» **LISTED ENTRIES**:
>>>>>

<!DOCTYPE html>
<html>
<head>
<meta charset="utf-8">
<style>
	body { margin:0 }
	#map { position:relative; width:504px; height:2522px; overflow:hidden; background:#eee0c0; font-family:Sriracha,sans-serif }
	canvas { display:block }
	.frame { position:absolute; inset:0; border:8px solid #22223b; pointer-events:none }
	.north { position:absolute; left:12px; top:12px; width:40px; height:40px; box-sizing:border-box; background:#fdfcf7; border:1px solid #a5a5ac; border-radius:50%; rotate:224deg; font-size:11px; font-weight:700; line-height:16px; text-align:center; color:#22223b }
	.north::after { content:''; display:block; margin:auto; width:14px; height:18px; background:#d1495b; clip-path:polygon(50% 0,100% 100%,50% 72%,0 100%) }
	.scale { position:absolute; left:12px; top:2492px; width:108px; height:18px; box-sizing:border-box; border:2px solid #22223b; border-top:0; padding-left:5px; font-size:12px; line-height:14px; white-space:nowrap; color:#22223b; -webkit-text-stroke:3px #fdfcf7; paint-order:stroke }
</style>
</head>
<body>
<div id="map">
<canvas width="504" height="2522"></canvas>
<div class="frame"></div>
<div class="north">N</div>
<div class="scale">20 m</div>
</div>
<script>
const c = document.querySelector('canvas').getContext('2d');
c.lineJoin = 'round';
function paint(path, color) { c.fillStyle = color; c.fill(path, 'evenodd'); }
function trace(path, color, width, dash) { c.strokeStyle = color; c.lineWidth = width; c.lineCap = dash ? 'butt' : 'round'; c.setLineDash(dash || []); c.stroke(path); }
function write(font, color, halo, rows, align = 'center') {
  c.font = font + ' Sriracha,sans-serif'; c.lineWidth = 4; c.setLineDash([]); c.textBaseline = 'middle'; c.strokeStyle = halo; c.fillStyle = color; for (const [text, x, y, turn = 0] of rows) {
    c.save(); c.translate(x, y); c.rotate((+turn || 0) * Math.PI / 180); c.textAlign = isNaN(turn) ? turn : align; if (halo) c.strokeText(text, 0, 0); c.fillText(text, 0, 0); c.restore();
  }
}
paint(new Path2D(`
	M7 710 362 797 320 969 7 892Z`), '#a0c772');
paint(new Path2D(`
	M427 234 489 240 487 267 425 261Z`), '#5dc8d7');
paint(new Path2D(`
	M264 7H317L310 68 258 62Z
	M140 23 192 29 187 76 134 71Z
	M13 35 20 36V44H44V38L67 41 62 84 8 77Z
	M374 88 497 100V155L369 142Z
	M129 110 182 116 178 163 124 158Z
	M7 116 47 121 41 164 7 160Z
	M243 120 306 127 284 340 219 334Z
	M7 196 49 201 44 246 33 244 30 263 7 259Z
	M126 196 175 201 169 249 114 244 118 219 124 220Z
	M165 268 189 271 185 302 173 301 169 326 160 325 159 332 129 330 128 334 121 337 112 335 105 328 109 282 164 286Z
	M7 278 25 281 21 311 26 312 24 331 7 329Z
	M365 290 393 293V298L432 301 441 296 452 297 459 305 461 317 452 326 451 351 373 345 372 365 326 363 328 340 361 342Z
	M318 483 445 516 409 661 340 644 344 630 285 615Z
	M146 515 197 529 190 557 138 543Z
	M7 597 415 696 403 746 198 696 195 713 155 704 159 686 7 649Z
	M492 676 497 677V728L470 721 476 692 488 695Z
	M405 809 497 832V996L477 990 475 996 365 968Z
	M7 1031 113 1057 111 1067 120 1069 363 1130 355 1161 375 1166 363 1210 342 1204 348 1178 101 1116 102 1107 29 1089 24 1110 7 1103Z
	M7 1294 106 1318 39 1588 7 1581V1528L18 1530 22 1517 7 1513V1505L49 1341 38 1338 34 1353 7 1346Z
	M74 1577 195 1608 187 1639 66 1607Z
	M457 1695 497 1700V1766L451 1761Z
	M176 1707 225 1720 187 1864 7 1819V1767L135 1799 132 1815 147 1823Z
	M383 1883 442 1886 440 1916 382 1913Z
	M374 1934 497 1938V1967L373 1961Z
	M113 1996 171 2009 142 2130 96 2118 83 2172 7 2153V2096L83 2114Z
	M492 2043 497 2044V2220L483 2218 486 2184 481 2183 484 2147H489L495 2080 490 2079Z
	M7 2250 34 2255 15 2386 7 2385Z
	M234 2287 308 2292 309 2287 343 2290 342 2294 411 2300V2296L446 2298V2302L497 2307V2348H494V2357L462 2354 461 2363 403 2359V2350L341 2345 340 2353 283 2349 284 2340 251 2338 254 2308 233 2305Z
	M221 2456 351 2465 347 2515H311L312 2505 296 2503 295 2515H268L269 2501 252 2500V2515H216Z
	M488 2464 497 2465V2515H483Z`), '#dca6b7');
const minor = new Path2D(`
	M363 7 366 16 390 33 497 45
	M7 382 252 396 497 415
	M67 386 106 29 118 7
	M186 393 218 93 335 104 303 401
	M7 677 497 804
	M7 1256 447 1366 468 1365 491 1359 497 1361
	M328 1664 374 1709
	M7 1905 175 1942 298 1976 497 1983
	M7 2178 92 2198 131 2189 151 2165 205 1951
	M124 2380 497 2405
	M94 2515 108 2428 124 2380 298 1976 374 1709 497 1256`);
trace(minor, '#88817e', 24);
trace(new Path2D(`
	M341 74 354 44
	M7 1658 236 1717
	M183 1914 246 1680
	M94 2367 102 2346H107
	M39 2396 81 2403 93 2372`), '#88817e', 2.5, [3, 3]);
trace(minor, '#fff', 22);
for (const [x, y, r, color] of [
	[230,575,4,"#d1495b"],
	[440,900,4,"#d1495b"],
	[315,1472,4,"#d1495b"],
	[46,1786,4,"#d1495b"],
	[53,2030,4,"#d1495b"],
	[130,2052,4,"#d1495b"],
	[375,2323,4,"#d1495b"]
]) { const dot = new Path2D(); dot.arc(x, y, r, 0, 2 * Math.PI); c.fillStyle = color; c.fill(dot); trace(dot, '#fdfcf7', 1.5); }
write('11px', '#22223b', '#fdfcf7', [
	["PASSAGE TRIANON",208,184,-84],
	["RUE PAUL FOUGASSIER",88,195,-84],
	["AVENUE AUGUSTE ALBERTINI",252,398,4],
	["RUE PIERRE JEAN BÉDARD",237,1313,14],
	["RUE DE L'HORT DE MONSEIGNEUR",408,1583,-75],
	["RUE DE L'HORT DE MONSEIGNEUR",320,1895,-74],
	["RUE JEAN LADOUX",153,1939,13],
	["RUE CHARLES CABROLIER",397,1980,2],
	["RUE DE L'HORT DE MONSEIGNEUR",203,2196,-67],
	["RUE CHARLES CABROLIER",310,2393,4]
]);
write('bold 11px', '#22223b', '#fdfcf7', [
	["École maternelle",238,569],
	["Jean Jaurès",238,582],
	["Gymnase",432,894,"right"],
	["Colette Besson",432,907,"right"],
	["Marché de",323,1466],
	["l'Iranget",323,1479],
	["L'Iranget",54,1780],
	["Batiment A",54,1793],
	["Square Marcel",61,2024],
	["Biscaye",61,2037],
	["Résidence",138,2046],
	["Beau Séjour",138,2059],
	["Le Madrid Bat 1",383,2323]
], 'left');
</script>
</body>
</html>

<<<<<

» **TASK PROMPT**:
Each line from the one holding "M94 2367 102 2346H107" to the end of the entries is to be written out exactly. Skip every line before it.

» **YOUR SOLUTION**:
	M94 2367 102 2346H107
	M39 2396 81 2403 93 2372`), '#88817e', 2.5, [3, 3]);
trace(minor, '#fff', 22);
for (const [x, y, r, color] of [
	[230,575,4,"#d1495b"],
	[440,900,4,"#d1495b"],
	[315,1472,4,"#d1495b"],
	[46,1786,4,"#d1495b"],
	[53,2030,4,"#d1495b"],
	[130,2052,4,"#d1495b"],
	[375,2323,4,"#d1495b"]
]) { const dot = new Path2D(); dot.arc(x, y, r, 0, 2 * Math.PI); c.fillStyle = color; c.fill(dot); trace(dot, '#fdfcf7', 1.5); }
write('11px', '#22223b', '#fdfcf7', [
	["PASSAGE TRIANON",208,184,-84],
	["RUE PAUL FOUGASSIER",88,195,-84],
	["AVENUE AUGUSTE ALBERTINI",252,398,4],
	["RUE PIERRE JEAN BÉDARD",237,1313,14],
	["RUE DE L'HORT DE MONSEIGNEUR",408,1583,-75],
	["RUE DE L'HORT DE MONSEIGNEUR",320,1895,-74],
	["RUE JEAN LADOUX",153,1939,13],
	["RUE CHARLES CABROLIER",397,1980,2],
	["RUE DE L'HORT DE MONSEIGNEUR",203,2196,-67],
	["RUE CHARLES CABROLIER",310,2393,4]
]);
write('bold 11px', '#22223b', '#fdfcf7', [
	["École maternelle",238,569],
	["Jean Jaurès",238,582],
	["Gymnase",432,894,"right"],
	["Colette Besson",432,907,"right"],
	["Marché de",323,1466],
	["l'Iranget",323,1479],
	["L'Iranget",54,1780],
	["Batiment A",54,1793],
	["Square Marcel",61,2024],
	["Biscaye",61,2037],
	["Résidence",138,2046],
	["Beau Séjour",138,2059],
	["Le Madrid Bat 1",383,2323]
], 'left');
</script>
</body>
</html>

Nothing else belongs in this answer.